Baptism is a blessing…It is a sacrament…Baptism’s import is so much larger than Christians generally acknowledge when they say, ‘I was baptized a Catholic,’ or an Episcopalian, or a Methodist. A Christian is baptized into the Christian faith, and not a particular denomination. Baptism is that big. Today’s readings in Isaiah and Acts offer us a glimpse of something bigger still: a God who is not limited by our understanding of baptism and what it signifies - a God who created humanity in the divine image and whose love for us is so great that it embraces all people, no exceptions.
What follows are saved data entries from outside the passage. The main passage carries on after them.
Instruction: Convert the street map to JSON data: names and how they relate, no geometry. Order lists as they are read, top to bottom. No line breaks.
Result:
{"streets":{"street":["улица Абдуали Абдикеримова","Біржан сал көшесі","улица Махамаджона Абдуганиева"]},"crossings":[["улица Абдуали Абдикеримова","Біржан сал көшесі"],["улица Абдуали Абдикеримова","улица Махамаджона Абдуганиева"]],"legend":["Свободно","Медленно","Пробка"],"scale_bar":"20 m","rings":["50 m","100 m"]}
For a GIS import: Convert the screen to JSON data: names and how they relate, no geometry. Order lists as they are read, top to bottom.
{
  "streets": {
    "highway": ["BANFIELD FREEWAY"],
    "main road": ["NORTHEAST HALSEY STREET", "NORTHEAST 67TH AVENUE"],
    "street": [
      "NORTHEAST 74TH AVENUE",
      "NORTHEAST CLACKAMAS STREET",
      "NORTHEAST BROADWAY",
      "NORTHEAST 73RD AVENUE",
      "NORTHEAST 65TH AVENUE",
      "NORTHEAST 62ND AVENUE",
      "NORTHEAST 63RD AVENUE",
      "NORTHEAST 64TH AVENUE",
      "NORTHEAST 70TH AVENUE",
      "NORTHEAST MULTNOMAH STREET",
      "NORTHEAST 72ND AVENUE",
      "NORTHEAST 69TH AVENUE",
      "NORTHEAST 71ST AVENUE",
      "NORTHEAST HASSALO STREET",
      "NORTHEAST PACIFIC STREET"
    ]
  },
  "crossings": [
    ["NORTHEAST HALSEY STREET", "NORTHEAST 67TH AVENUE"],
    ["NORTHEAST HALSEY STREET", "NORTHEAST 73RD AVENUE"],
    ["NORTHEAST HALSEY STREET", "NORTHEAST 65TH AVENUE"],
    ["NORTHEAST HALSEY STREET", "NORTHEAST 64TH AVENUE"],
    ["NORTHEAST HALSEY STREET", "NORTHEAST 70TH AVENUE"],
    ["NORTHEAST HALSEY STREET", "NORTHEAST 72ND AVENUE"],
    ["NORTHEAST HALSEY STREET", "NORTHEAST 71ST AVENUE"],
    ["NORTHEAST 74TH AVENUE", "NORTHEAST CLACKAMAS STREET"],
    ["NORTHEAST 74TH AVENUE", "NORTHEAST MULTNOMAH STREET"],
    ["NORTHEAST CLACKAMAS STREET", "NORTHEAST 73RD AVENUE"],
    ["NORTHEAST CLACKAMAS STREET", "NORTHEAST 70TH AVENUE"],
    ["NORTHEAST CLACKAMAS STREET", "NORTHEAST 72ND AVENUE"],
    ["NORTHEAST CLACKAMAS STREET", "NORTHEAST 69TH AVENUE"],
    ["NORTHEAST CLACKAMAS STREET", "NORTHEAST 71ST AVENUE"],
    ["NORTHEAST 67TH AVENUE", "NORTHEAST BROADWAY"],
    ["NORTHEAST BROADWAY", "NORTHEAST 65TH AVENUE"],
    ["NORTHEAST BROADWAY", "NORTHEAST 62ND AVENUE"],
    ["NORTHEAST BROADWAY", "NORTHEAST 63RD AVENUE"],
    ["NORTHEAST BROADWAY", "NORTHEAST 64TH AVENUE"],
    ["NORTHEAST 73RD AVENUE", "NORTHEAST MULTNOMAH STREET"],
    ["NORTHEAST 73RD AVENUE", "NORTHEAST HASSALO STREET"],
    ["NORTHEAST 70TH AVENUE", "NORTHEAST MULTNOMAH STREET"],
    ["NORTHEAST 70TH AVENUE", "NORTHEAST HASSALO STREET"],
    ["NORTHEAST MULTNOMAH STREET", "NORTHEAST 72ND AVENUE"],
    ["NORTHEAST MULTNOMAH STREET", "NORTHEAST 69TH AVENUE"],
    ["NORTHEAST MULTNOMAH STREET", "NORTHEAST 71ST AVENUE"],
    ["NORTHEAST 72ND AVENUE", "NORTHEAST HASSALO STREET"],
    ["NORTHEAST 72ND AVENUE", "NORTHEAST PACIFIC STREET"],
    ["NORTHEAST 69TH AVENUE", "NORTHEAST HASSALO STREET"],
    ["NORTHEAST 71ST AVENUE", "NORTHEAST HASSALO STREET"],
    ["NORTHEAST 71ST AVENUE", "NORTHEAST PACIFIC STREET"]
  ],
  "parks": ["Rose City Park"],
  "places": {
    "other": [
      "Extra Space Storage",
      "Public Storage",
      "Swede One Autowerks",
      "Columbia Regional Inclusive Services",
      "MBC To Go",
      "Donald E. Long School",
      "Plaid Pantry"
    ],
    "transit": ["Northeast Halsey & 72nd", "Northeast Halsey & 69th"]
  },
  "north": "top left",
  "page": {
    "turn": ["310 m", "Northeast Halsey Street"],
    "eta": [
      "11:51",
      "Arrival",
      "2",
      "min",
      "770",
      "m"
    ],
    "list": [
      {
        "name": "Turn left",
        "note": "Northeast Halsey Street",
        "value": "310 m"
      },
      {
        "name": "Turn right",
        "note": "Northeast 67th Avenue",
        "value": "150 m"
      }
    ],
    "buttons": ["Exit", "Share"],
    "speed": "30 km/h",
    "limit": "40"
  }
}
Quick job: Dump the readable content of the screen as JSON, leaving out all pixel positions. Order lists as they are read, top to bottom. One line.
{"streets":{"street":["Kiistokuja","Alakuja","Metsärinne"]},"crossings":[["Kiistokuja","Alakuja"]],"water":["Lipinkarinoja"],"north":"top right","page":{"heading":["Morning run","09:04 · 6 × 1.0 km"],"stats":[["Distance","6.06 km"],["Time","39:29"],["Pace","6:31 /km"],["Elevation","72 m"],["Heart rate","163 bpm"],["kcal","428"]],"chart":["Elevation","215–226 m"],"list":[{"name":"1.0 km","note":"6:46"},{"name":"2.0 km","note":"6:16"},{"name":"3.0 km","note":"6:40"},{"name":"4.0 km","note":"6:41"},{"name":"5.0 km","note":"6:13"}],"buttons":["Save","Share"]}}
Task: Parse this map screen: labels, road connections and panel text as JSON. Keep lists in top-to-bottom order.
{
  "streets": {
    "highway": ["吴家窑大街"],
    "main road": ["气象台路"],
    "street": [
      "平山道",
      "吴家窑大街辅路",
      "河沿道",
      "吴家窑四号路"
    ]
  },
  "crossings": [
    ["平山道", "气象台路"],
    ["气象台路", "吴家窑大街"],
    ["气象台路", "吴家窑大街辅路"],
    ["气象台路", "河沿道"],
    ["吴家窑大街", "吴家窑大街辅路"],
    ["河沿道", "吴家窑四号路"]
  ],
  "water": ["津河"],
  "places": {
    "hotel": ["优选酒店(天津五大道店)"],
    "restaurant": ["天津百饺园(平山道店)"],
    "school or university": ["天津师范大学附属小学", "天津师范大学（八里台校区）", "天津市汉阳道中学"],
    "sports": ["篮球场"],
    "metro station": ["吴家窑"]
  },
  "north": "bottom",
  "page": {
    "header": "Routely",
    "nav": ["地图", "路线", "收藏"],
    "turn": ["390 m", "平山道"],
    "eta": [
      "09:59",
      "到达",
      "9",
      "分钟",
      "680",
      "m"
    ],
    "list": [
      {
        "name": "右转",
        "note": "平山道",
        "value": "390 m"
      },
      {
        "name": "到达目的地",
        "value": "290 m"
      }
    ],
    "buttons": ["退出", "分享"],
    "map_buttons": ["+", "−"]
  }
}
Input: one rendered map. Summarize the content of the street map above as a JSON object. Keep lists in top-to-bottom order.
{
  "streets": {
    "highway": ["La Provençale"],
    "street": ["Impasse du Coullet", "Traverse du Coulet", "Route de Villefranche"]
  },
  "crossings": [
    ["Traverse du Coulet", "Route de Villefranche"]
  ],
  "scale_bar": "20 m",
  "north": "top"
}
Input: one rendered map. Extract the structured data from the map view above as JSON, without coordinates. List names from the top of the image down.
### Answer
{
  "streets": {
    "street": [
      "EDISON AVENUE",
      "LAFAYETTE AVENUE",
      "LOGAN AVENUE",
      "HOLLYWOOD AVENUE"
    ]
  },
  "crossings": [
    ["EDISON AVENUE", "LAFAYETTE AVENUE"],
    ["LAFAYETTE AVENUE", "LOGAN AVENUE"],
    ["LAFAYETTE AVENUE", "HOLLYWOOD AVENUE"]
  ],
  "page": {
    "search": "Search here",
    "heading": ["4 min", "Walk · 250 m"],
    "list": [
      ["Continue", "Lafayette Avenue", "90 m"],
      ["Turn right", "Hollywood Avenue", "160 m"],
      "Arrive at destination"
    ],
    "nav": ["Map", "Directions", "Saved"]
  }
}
This God is beyond our understanding and our comfort zones.

[One comfort zone that is confronted is our reading from the Gospel according to Matthew] which encompasses in just a few verses, Jesus’ reenactment of the whole history of Israel. It is at the Jordan that Moses interprets the Torah, that Israel enters a land of freedom, …and that Elisha receives (a double dose of) Elijah’s spirit. When Jesus approaches John on the banks of the Jordan River all of this collective memory is put into play…The occasion of his baptism is so momentous that we are jolted all the way back to the first chapter of Genesis, as the separation the waters of earth and sky that God established at creation is refigured. God breaks through in order to speak directly to human beings…The baptism of Jesus is the event that allows the story to go forward into the community of those who follow him and become his disciples, those who will be known as Christians….”

You who have been baptized in the name of the Father, Son and Holy Spirit are named and called to be Christians, followers of the Christ.  For the sake of God’s plan for us, it is essential that we lay claim to our God-given identity as Christians so that we can use our God-given power to help God heal our world.  This is the significance of being named and called Christians – this is our one and only task.  How will you respond when God calls your name?  Speak Lord, for your servants are listening…amen!